Il 21 marzo 2023 (in via Cappuccio 2, Milano) la Commissione per il Paesaggio illustrerà i principi per la Rigenerazione Urbana della città, documento approvato nella seduta n.37 del 3 novembre 2022 e che ha tra i suoi fondamenti la trasformazione qualitativa della forma urbis, con l’intento di contribuire a innescare un processo evolutivo dei tessuti urbani e incrementare la qualità di forma e di uso degli spazi aperti, presupposto del miglioramento complessivo del paesaggio della città.

La Commissione per il Paesaggio

La Commissione Comunale per il Paesaggio è l’organo tecnico–consultivo del Comune di Milano che esprime pareri obbligatori, non vincolanti in merito a: autorizzazione paesaggistica ordinaria; autorizzazione paesaggistica semplificata; accertamento di compatibilità paesaggistica; irrogazione delle sanzioni amministrative in materia paesaggistica; provvedimenti a sanatoria; impatto paesistico dei progetti; casi previsti dalle Norme di Attuazione del PGT; progetti preliminari; pareri nei casi previsti dalle norme regolamentari vigenti.

La Commissione, quindi, vuole sollecitare committenti e progettisti a contribuire all’innalzamento dei livelli di qualità dello spazio aperto della città, rafforzando con il costruito gli elementi tipologici presenti e riconoscibili della spazialità di Milano: strade, piazze, isolati, viali alberati, giardini urbani, parchi, canali d’acqua. E reinterpretando anche in termini contemporanei questi stessi elementi tipologici nella configurazione di nuove parti di città.

La Commissione per il Paesaggio è composta da: Giuseppe Marinoni (presidente), Valerio Cozzi, Giacomo Cristoforo De Amicis, Isabella Sara Inti, Giovanni Oggioni, Alessandro Scandurra, Alessandro Trivelli, Stefano Tropea, Alessandro Ubertazzi, Dario Vanetti, Piergiorgio Vitillo.

Valutazione attiva

Nel contesto dinamico portato dai temi di rigenerazione urbana, la Commissione per il Paesaggio crede che vada interpretato in modo non restrittivo il concetto di “valutazione di impatto paesistico”, tema sul quale è chiamata a pronunciarsi. La valutazione di impatto dei progetti nel paesaggio urbano deriva in parte dalla valutazione di ordine quantitativo legato alle procedure di valutazioni di impatto.

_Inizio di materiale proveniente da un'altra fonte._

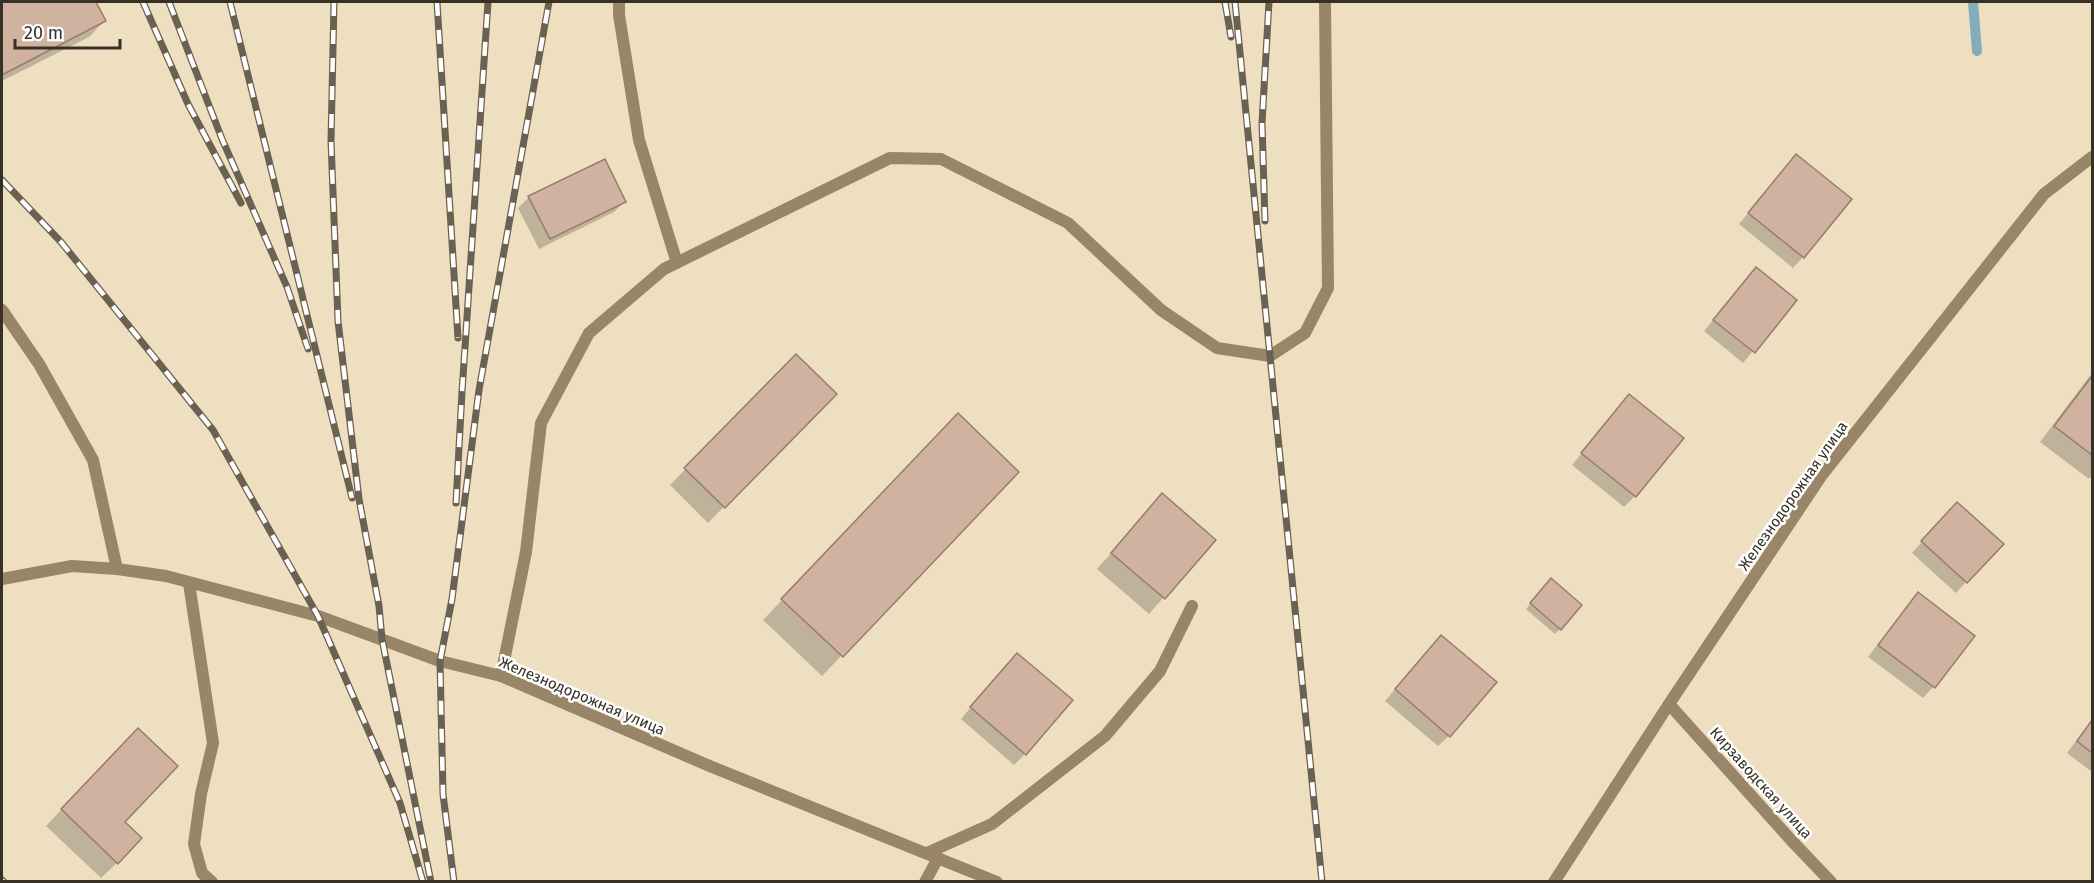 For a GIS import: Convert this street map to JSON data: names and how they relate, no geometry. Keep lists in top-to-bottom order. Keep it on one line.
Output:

La Commissione per il Paesaggio sarebbe quindi chiamata a valutare positivamente i progetti in relazione al loro basso impatto, rispetto un paesaggio urbano ritenuto sostanzialmente compiuto, da mutare il meno possibile.

Di fatto nel contesto storico-culturale attuale, di forte trasformazione e spinta alla rigenerazione, la valutazione riguardo il basso impatto non sembra più efficace. Occorre invece valutare l’ alto impatto qualitativo del progetto architettonico, urbano e paesaggistico. Ovvero quanto essi siano capaci di veicolare quegli elementi di qualità insediativa e architettonica necessari a completare la città consolidata e a innescare processi di rinnovamento urbano, laddove la città riveli maggiori labilità insediative.

Principi di riferimento

1. Concezione dello spazio urbano

Si ritiene che lo spazio urbano debba essere concepito per la lunga durata: durevolezza dei materiali, semplicità di manutenzione; ma anche lunga durata della sua forma. Si auspica infatti che la forma di tali spazi non derivi dalle funzioni e dagli usi del momento, ma si configuri invece come palcoscenico e piattaforma abilitante aperta e capace di accogliere nel tempo i rituali urbani in continuo mutamento. E possa dare luogo anche all’imprevisto, a usi temporanei e informali. È inoltre opportuno pensare, soprattutto in contesti socialmente difficili, anche a interventi “dimostrativi” e “segnalativi” della presenza dell’Amministrazione, anche con soluzioni dai tempi rapidi e dai costi sostenibili. Per quanto concerne tali sistemazioni temporanee dello spazio pubblico, sia che si tratti di “urbanistica tattica” che di piccoli oggetti provvisori, si pensa che queste debbano essere concepite con la necessaria qualità progettuale e declinate nella specificità dei luoghi e dei temi.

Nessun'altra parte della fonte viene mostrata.